2 l piwa bezalkoholowego. Oto co pokazał alkomat
Wzrastająca popularność piw bezalkoholowych skłania wielu z nas do refleksji nad ich spożywaniem w kontekście prowadzenia pojazdów, zwłaszcza podczas sezonu wakacyjnego. Postanowiłem sprawdzić, jak picie takiego piwa wpływa na wskazania alkomatu.
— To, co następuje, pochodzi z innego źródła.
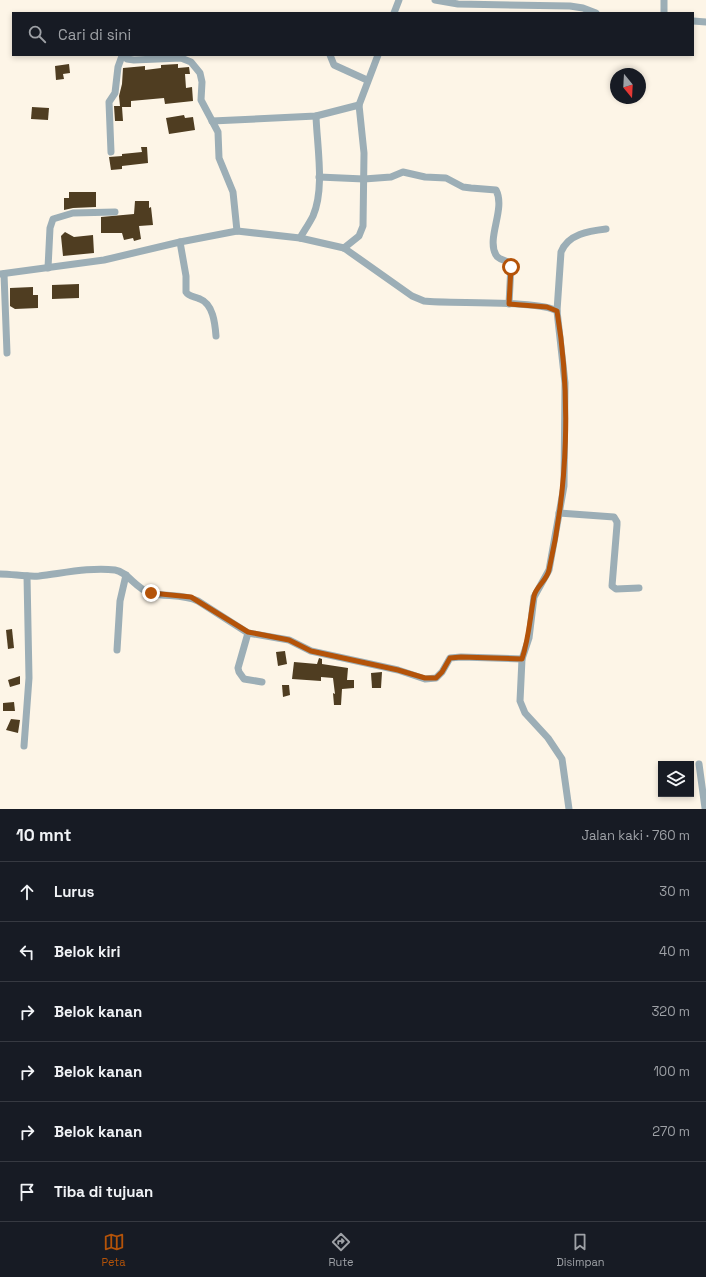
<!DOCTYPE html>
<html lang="id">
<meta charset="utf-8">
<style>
:root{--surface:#171b24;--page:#242831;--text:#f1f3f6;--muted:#9ea1a6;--line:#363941;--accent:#b45309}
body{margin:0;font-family:"Space Grotesk",sans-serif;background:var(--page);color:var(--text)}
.controls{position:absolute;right:12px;bottom:12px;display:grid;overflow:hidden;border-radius:0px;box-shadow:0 2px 6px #0003}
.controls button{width:36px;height:36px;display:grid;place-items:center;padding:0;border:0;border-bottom:1px solid var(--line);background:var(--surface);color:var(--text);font:20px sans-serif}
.compass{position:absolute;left:610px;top:68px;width:36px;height:36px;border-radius:50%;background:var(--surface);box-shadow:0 2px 6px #0003;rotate:162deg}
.stop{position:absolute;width:12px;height:12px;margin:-9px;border:3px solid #b45309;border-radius:50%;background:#fff}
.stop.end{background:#b45309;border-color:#fff;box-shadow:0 1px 4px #0008}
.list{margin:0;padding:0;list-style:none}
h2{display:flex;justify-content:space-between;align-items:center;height:52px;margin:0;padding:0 16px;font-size:17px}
h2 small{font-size:13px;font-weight:400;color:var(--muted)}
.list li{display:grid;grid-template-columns:26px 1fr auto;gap:12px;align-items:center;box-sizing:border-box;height:60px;padding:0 16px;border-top:1px solid var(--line)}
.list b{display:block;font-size:15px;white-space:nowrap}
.list em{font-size:13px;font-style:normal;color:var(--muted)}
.icon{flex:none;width:22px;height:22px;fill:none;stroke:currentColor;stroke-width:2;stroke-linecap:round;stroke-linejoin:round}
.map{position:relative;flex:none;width:706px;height:809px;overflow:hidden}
.search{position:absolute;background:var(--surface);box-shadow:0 2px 6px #0003;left:12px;right:12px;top:12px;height:44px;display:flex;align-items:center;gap:10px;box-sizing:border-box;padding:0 14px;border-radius:0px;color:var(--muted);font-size:15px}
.sheet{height:412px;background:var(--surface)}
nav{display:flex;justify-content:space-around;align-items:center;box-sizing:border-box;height:56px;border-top:1px solid var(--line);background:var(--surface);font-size:11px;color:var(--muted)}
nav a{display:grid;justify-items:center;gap:2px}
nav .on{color:var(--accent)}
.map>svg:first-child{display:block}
</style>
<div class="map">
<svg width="706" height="809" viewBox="0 0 706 809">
<rect width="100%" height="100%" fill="#fdf5e7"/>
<!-- building -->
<g fill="#4f3d21">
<polygon points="69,64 70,73 63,74 64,79 56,80 55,66"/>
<polygon points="178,64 178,68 189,67 190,74 185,74 186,88 192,87 193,101 165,104 164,98 131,101 131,107 122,107 123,121 115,121 114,106 120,106 119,96 122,84 123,68 145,66 145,70 161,68 161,65"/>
<polygon points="32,107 49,108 48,120 31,119"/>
<polygon points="184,115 185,118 193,117 195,130 169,134 166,118"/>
<polygon points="141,147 147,147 148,163 122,166 122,169 111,170 109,157 122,156 122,154 142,152"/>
<polygon points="69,192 96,192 96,207 73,208 64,210 64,198 69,198"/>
<polygon points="135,201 149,201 149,208 151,207 153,225 139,226 141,239 134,241 133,238 124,240 122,233 101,233 101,217 134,214"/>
<polygon points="65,232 74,237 93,235 94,253 63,256 61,236"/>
<polygon points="79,284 79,298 52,299 52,285"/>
<polygon points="33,287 33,295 38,295 38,308 15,309 10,306 10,288"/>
<polygon points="12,629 14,648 8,649 6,630"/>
<polygon points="285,651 287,664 278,666 276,652"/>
<polygon points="319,658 322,659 322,664 348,668 347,680 354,680 354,688 342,689 341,705 334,705 333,693 335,694 333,678 321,677 321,681 292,679 294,662 317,664"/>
<polygon points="382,672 381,688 372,688 371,673"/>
<polygon points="20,676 20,684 10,687 8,680"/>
<polygon points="282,685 289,685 290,695 283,697"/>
<polygon points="14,702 15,711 3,711 3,703"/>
<polygon points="11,719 20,720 18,733 6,730"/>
</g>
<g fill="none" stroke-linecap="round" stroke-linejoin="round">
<!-- minor -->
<g stroke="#9caeb6" stroke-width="7">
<polyline points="435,0 458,4 570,6 583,8 596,13"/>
<polyline points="394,13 399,0"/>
<polyline points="664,13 664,0"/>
<polyline points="693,21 706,22"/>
<polyline points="122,55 127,59 134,60 181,58 191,62 200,73 202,82 201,100 218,132 219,158 233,192 237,231"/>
<polyline points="330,55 334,65 367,80"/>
<polyline points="212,121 316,116 359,105"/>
<polyline points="111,152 109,102 115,93 118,67 122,56"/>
<path d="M319 177 364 179 391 177 403 172 425 177 446 178 463 187 471 188 496 190C506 209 486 238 496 255 499 261 507 259 511 265L509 304"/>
<path d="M300 238C304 231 309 224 313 216 325 189 317 146 316 116"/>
<path d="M180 242 186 276V292C189 297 194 296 200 299 213 304 215 323 216 336"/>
<polyline points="344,248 359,236 363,226 364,153 359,105 378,55"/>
<polyline points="48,268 50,228 53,219 73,213 115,212"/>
<path d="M0 274 104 260 180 242 237 231 300 238 344 248 412 296 424 301C450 304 540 300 557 311L565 383 564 486 549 570 534 597 529 638 522 659 520 701 525 713 548 738 562 759 569 809"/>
<polyline points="4,274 7,353"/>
<path d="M557 311 561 252C568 234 589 231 606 229"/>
<polyline points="559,513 614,517 617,522 617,525 612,586 616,589 639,588"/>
<path d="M0 574C13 574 26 577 39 576 64 573 91 567 115 570 128 572 135 588 150 593 166 597 183 594 198 601L248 633 289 640 311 651 398 670 425 679 436 678 442 672 450 658 461 657 522 659"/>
<polyline points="248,633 238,668 239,672 244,679 262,682"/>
<polyline points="117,650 120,601 126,575"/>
<polyline points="24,746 29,678 27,576"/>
<polyline points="699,764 705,808"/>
</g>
</g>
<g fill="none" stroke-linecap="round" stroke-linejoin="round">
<!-- route -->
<path stroke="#b45309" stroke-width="5" d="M151 593 191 597 248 632 289 640 311 651 398 670 425 678H436L442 672 450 658 461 657 522 659C529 638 530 617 534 596 536 587 547 580 549 570 568 487 571 395 557 311L547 307 509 304 511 267"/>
</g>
</svg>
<div class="controls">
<button><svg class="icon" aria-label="layers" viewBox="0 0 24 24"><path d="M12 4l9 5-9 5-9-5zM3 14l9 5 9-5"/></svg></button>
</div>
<svg class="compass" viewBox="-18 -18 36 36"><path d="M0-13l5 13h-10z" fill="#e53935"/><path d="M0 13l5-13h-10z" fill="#9ea1a6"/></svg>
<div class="stop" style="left:511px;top:267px"></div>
<div class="stop end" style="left:151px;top:593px"></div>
<div class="search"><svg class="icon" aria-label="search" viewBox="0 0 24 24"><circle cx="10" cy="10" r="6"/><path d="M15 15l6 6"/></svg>Cari di sini</div>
</div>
<section class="sheet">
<h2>10 mnt<small>Jalan kaki · 760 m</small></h2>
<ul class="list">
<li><svg class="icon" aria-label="ahead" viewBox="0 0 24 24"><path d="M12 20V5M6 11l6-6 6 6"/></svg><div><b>Lurus</b></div><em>30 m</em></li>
<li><svg class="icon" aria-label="left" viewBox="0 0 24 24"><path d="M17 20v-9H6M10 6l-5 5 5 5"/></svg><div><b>Belok kiri</b></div><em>40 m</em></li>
<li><svg class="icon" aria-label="right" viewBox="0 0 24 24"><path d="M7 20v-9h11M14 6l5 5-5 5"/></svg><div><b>Belok kanan</b></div><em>320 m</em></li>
<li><svg class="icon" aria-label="right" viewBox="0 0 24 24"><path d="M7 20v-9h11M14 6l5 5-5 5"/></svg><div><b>Belok kanan</b></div><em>100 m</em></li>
<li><svg class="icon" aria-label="right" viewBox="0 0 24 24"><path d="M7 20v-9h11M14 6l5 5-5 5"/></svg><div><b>Belok kanan</b></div><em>270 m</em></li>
<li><svg class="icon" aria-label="arrive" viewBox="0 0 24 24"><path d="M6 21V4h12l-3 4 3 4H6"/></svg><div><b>Tiba di tujuan</b></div></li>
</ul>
</section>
<nav>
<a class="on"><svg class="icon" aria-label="map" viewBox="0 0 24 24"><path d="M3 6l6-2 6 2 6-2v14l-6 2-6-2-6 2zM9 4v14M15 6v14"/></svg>Peta</a>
<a><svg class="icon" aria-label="directions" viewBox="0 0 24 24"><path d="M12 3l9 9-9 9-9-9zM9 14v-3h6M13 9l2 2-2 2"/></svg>Rute</a>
<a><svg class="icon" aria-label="saved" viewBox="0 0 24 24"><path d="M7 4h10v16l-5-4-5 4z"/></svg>Disimpan</a>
</nav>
16.08.2024 | aktual.: 16.08.2024 13:24
Zalogowani mogą więcej
Możesz zapisać ten artykuł na później. Znajdziesz go potem na swoim koncie użytkownika
Piwo bezalkoholowe zasadniczo jest napojem bez alkoholu, choć niektóre etykiety informują o zawartości alkoholu "poniżej 0,5 proc. obj.". W praktyce jest to ilość znikoma, niemająca wpływu na stan upojenia alkoholowego, a wynika z prawa, gdyż śladową zawartość alkoholu może mieć np. kefir. Aby zweryfikować, czy piwo bezalkoholowe rzeczywiście jest takie, postanowiłem wypić większą ilość i sprawdzić to za pomocą alkomatu.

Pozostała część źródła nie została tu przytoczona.